Here we start to see how social status relates to those that have, and to those that have not, and the history of our need for materialism and object fetishisms. The more or less we materially posses of ‘worth’ and ‘value’, equals; the more or less ‘worth’ and ‘value’ you 'are'.

The origins of merchants (mercantilism) and capitalism lie here and more importantly, whether you perceive, or are perceived as good or bad, worth or worthless, of value or value-less.

Lastly but by no means least there is ‘existential’ guilt. The inevitable burden that one may feel knowing that in every decision one makes will have an outcome for better or for worse for ones self and for others. This is why many will submit to being told what to do, and agree to an authority (be that the leader, the boss, the parent, the government, the god, the spouse, the society/culture) lest a mistake or wrong doing is made, and guilt is the outcome. And often paradoxically (or co-dependently) the authoritarian character in their assertive role often needs the agreement of the submissive other to assuage their guilt.

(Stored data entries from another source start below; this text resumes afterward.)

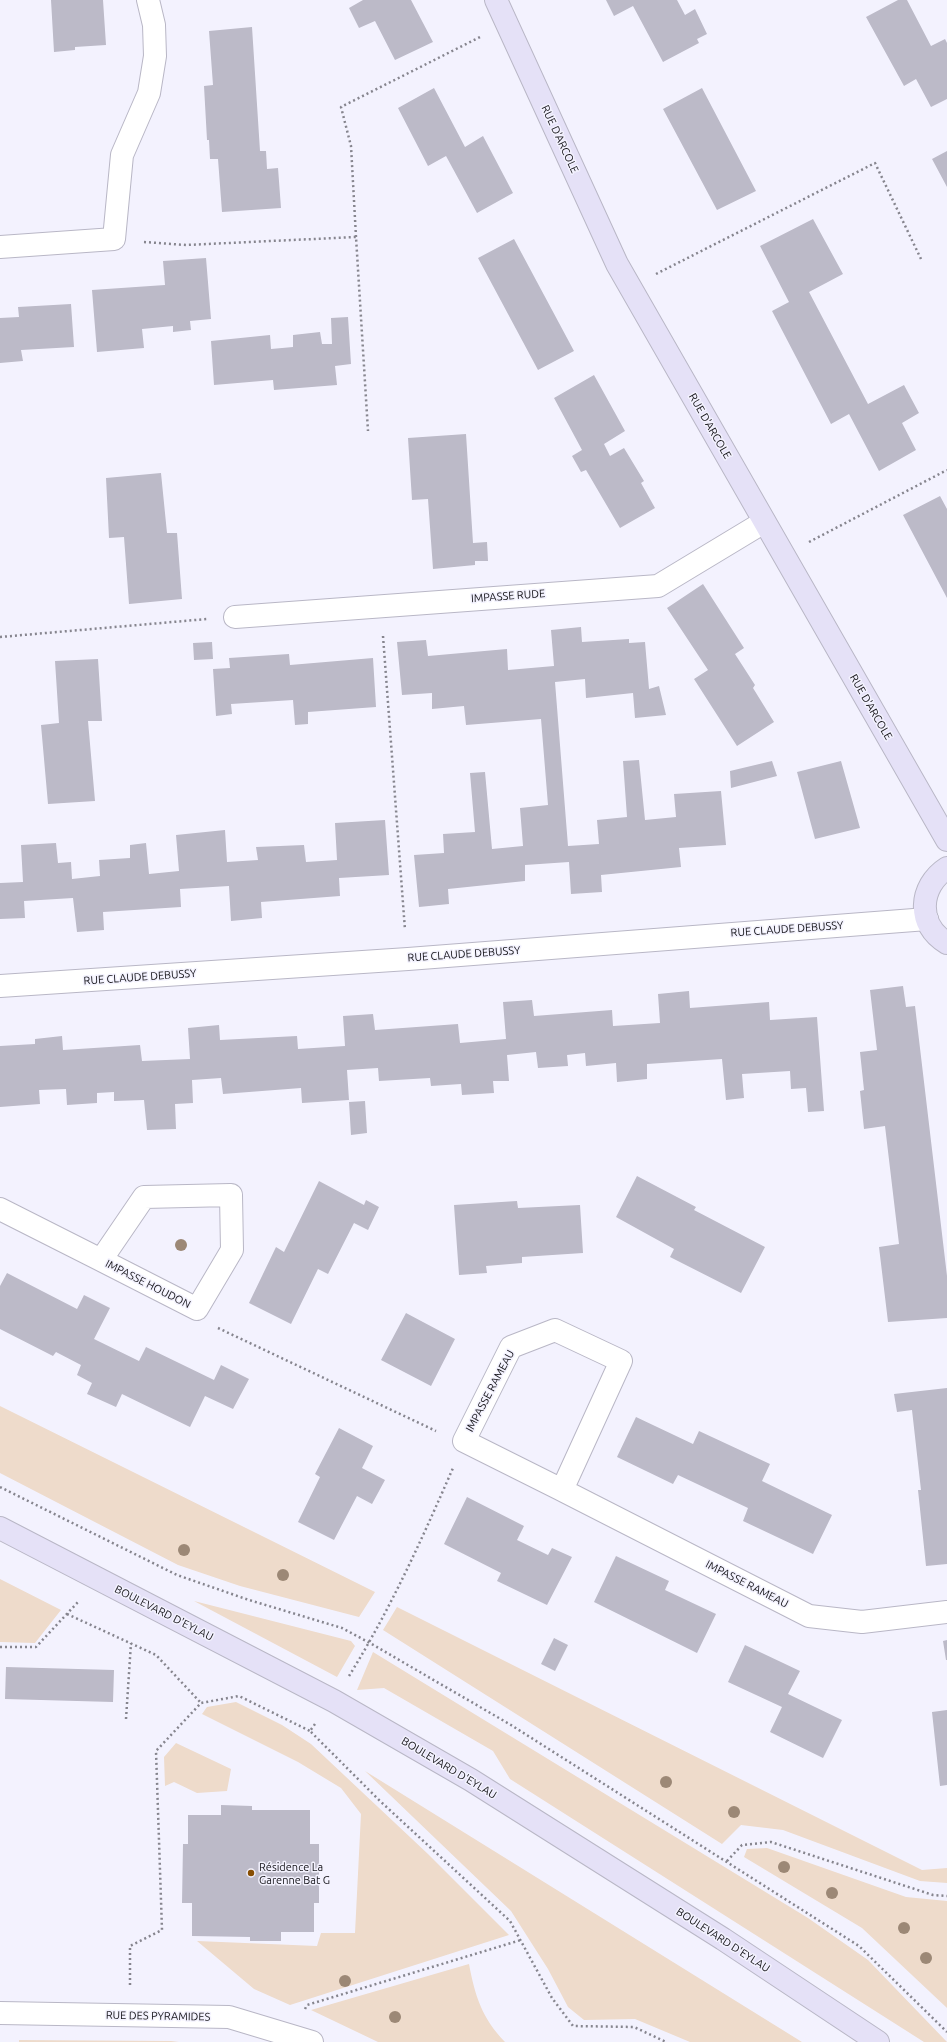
<!DOCTYPE html>
<meta charset="utf-8">
<style>
body{margin:0}
canvas{display:block;background:#f3f2fe}
</style>
<canvas width="947" height="2042"></canvas>
<script>
const ctx = document.querySelector('canvas').getContext('2d');
ctx.lineJoin = 'round';
function fill(path, color) { ctx.fillStyle = color; ctx.fill(path, 'evenodd'); }
function strokePath(path, color, width, dash) { ctx.strokeStyle = color; ctx.lineWidth = width; ctx.lineCap = dash ? 'butt' : 'round'; ctx.setLineDash(dash || []); ctx.stroke(path); }
function drawText(font, color, halo, rows, align = 'center') {
  ctx.font = font + ' Ubuntu,sans-serif'; ctx.lineWidth = 3; ctx.setLineDash([]); ctx.textBaseline = 'middle'; ctx.strokeStyle = halo; ctx.fillStyle = color; for (const [text, x, y, turn = 0] of rows) {
    ctx.save(); ctx.translate(x, y); ctx.rotate((+turn || 0) * Math.PI / 180); ctx.textAlign = isNaN(turn) ? turn : align; if (halo) ctx.strokeText(text, 0, 0); ctx.fillText(text, 0, 0); ctx.restore();
  }
}
fill(new Path2D(`
 M0,1406L375,1592L359,1617L240,1586L178,1565L0,1473Z
 M0,1579L61,1610L35,1643L0,1642Z
 M194,1601L351,1641L355,1646L337,1677Z
 M397,1607L922,1870L947,1868V1883L920,1881L783,1830L741,1825L722,1844L383,1630Z
 M373,1652L808,1918L868,1960L947,2042H924L510,1779L493,1751L384,1688L357,1690Z
 M236,1702L282,1725L311,1744L428,1854L509,1935L290,2005L254,1989L197,1941L317,1946L321,1933H355L361,1814L341,1788L298,1762L202,1714L207,1707Z
 M176,1743L231,1769L227,1791L197,1793L174,1782L165,1786L164,1757Z
 M365,1771L802,2042H690L635,2019L584,2020L568,2007L548,1969L511,1911Z
 M767,1848L906,1897L947,1901V2008L862,1928L744,1857L747,1849Z
 M469,1964C475,1996 482,2018 505,2042H378L311,2010Z
 M19,2040L171,2041L179,2042H19Z`), '#eedbcb');
fill(new Path2D(`
 M51,0H103L106,45L75,47V50L54,52Z
 M363,0H411L433,42L395,60L375,21L359,28L349,8Z
 M606,0H677L685,15L695,9L707,34L697,39L699,43L663,62L633,6L614,16Z
 M898,0H907L931,46L945,39L947,43V99L931,107L916,79L904,86L866,17Z
 M252,27L260,151H266L267,169L278,168L281,208L222,212L218,159H210L209,140H207L204,86L213,85L209,31Z
 M434,88L465,147L483,136L513,193L477,213L446,156L428,166L398,108Z
 M702,88L756,191L717,210L663,109Z
 M947,151V187L932,159Z
 M813,219L843,274L809,292L868,404L904,385L919,413L902,423L916,450L879,471L849,414L831,424L772,311L789,302L760,246Z
 M514,239L574,351L538,370L478,258Z
 M206,258L211,319L190,321L191,330L173,332V326L142,329L144,348L97,352L92,290L165,285L163,261Z
 M71,304L74,347L21,350L23,361L0,363V318L19,317L18,307Z
 M348,317L351,364L335,366L337,385L274,390L273,380L214,385L211,341L270,335L271,349L293,347V335L320,332L322,344H332L331,318Z
 M594,375L625,431L604,444L610,456L624,448L644,481L641,483L655,508L620,528L586,470L581,472L572,456L582,450L554,398Z
 M466,434L473,543L487,542L488,561H475V565L433,569L428,499L412,500L408,438Z
 M161,473L167,533H177L182,599L129,604L124,537L109,538L106,478Z
 M940,496L947,509V598L903,515Z
 M703,584L744,648L735,654L755,685L753,688L774,722L737,746L694,679L708,670L667,608Z
 M581,627L582,642L629,639V643L645,642L649,689L659,686L666,715L635,718L633,693L586,698L585,679L555,682L568,846L599,844L597,820L627,817L623,761L639,760L645,820L676,817L674,794L721,791L726,845L679,848L681,867L601,875L602,892L571,894L569,862L525,865V881L448,889L449,904L419,907L414,855L444,853L443,834L475,832L470,773L485,772L492,849L523,846L520,808L548,805L541,719L466,725L464,706L432,709V693L402,695L397,642L426,640L428,656L507,649L508,670L554,666L551,630Z
 M212,642L213,659L194,660L193,643Z
 M289,654L290,665L373,658L376,707L308,712V724L295,725L293,700L231,704L232,714L216,716L213,669L230,668L229,658Z
 M98,659L102,721H88L95,801L48,804L41,725L59,723L55,661Z
 M772,761L777,776L731,788L730,771Z
 M841,761L860,828L815,839L797,772Z
 M385,820L389,875L339,878L340,896L261,902L262,918L231,921L229,886L180,889L181,907L103,912L104,930L77,932L73,898L24,901L25,918L0,919V883L23,882L21,845L56,843L58,863L71,862L72,879L100,876L99,860L130,858V845L146,843L149,874L179,871L176,835L225,830L227,862L258,860L256,847L304,845L306,862L337,860L335,823Z
 M903,986L906,1007L915,1006L947,1276V1318L888,1322L879,1247L899,1244L885,1126L864,1129L860,1091L864,1090L860,1052L877,1050L870,990Z
 M689,991L690,1008L769,1002L770,1020L817,1017L824,1111L808,1112L806,1088L791,1089L790,1071L742,1074L744,1098L726,1100L722,1059L647,1064V1079L617,1082L616,1063L586,1066L585,1053L567,1055L568,1066L538,1068L536,1052L507,1055L509,1081H493L494,1093L462,1095L461,1084L431,1086L430,1078L379,1081L378,1068L347,1070L349,1100L302,1103L301,1088L223,1094L221,1078L192,1080L193,1103L175,1104L176,1129L147,1130L144,1100L114,1101V1092L97,1093V1103L67,1105L66,1089L39,1090L40,1104L0,1107V1046L35,1044V1039L62,1036L63,1050L140,1045L142,1061L190,1059L188,1028L219,1025L220,1040L297,1036L298,1049L345,1046L343,1016L373,1014L375,1030L458,1024L460,1043L506,1039L503,1002L532,1000L534,1016L612,1010L613,1026L660,1023L658,994Z
 M365,1101L367,1133L351,1135L349,1102Z
 M637,1176L696,1207L694,1210L765,1247L741,1293L670,1257L674,1249L616,1217Z
 M319,1181L364,1205L366,1200L379,1207L368,1230L354,1223L328,1274L318,1269L291,1324L249,1303L276,1247L284,1252Z
 M517,1201L518,1208L580,1205L583,1253L522,1257V1263L486,1266L487,1273L459,1275L454,1205Z
 M7,1273L77,1309L84,1295L110,1308L94,1339L139,1361L146,1347L214,1380L221,1365L249,1379L233,1409L205,1396L190,1427L122,1394L116,1407L87,1394L92,1383L77,1375L81,1365L56,1352L53,1356L0,1329V1286Z
 M406,1313L455,1339L431,1386L381,1360Z
 M947,1388V1564L926,1566L918,1490H921L912,1410L897,1412L894,1394Z
 M636,1417L693,1444L699,1431L770,1464L762,1481L832,1515L813,1554L743,1521L748,1508L678,1475L673,1484L617,1457Z
 M339,1428L373,1446L362,1468L385,1480L372,1504L357,1496L334,1540L298,1522L320,1477L315,1474Z
 M467,1497L524,1526L517,1540L548,1555L552,1548L572,1557L547,1605L497,1581L501,1573L444,1544Z
 M616,1556L669,1581L665,1590L716,1614L697,1653L594,1602Z
 M554,1638L568,1645L555,1671L541,1664Z
 M947,1640V1660H946L943,1641Z
 M745,1645L800,1671L788,1694L842,1720L823,1758L770,1732L782,1707L728,1682Z
 M6,1667L114,1670L113,1702L5,1699Z
 M947,1710V1785L940,1786L932,1712Z
 M221,1805L252,1806V1810H310V1844H319V1903H314V1932H281V1941H250V1937L192,1936V1903H182L183,1844H188V1815H221Z`), '#bcbac8');
const minor = new Path2D(`
 M0,247L114,239L122,155L149,93L155,56L154,25L148,0
 M235,617L658,586L764,522
 M0,986L408,959L927,919
 M231,1195L232,1250L197,1309L101,1260L144,1197Z
 M0,1209L101,1260
 M555,1330L621,1361L562,1490L464,1441L511,1347Z
 M562,1490L809,1616L862,1622L947,1612
 M0,2013L229,2017L312,2042`);
const secondary = new Path2D(`
 M496,0L617,264L947,840
 M947,868C919,886 916,925 947,943
 M0,1528L334,1701L471,1780L723,1939L878,2042`);
strokePath(minor, '#b9b7c6', 24);
strokePath(secondary, '#b9b7c6', 24);
strokePath(new Path2D(`
 M356,237L351,146L341,107L480,37
 M144,242L186,245L356,237L368,431
 M656,274L875,163L921,259
 M809,542L947,470
 M383,636L405,930
 M0,637L207,619
 M218,1328L436,1431
 M0,1487L177,1575L249,1600L342,1628L370,1643L511,1725L859,1946L947,2032
 M67,1614L156,1655L201,1703
 M0,1647H36L78,1602
 M349,1676C390,1610 422,1539 453,1468
 M126,1719L131,1643
 M315,1724L310,1731L380,1801L510,1921L552,1998L573,2026L634,2027L666,2042
 M727,1861L742,1845L771,1842L933,1895L947,1896
 M130,1985V1946L162,1930L156,1751L201,1703L239,1696L310,1731
 M305,2009L307,2005L521,1940`), '#86858e', 2.5, [2, 3]);
strokePath(minor, '#fff', 22);
strokePath(secondary, '#e5e1f7', 22);
ctx.fillStyle = '#9c8876';
for (const [x, y] of [
 [181,1245],
 [184,1550],
 [283,1575],
 [666,1782],
 [734,1812],
 [784,1867],
 [832,1893],
 [904,1928],
 [926,1958],
 [345,1981],
 [395,2017]
]) { ctx.beginPath(); ctx.arc(x, y, 6, 0, 2 * Math.PI); ctx.fill(); }
for (const [x, y, r, color] of [
 [251,1873,4,"#874e02"]
]) { const dot = new Path2D(); dot.arc(x, y, r, 0, 2 * Math.PI); ctx.fillStyle = color; ctx.fill(dot); strokePath(dot, '#f3f2fe', 1.5); }
drawText('11px', '#151419', '#f3f2fe', [
 ["RUE D'ARCOLE",560,139,65],
 ["RUE D'ARCOLE",710,426,60],
 ["IMPASSE RUDE",508,596,-4],
 ["RUE D'ARCOLE",871,707,60],
 ["RUE CLAUDE DEBUSSY",787,929,-4],
 ["RUE CLAUDE DEBUSSY",464,954,-4],
 ["RUE CLAUDE DEBUSSY",140,977,-4],
 ["IMPASSE HOUDON",148,1284,27],
 ["IMPASSE RAMEAU",490,1391,-62],
 ["IMPASSE RAMEAU",747,1584,27],
 ["BOULEVARD D'EYLAU",164,1613,27],
 ["BOULEVARD D'EYLAU",449,1768,31],
 ["BOULEVARD D'EYLAU",723,1940,33],
 ["RUE DES PYRAMIDES",158,2016,1]
]);
drawText('11px', '#151419', '#f3f2fe', [
 ["Résidence La",259,1867],
 ["Garenne Bat G",259,1880]
], 'left');
</script>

Guilt then comes in a few disguises, masked by history and the passing of time. Not just priests and law makers, but all humans have cultivated a need for cultural meaning making systems born out of a need to find meaning in our mortality. We are all born in nature as mortal animal and over thousands of years we have developed a way of finding symbolic meaning for our lives in multitude aspects of culture.

Guilt then is partly a construct that is imposed on us by history and our cultural indebtedness. However, this will only remain part of our makeup if we continue to unconsciously impose the guilt position on our selves, tacitly accepting and agreeing to it when invited.

Perhaps then imagine for a moment, what would happen if we were to personally to decide to let go of all the inherited and historical guilt that we carry and to also collectively give up on the guilt, that is part of the glue that keeps the wheels of society turning.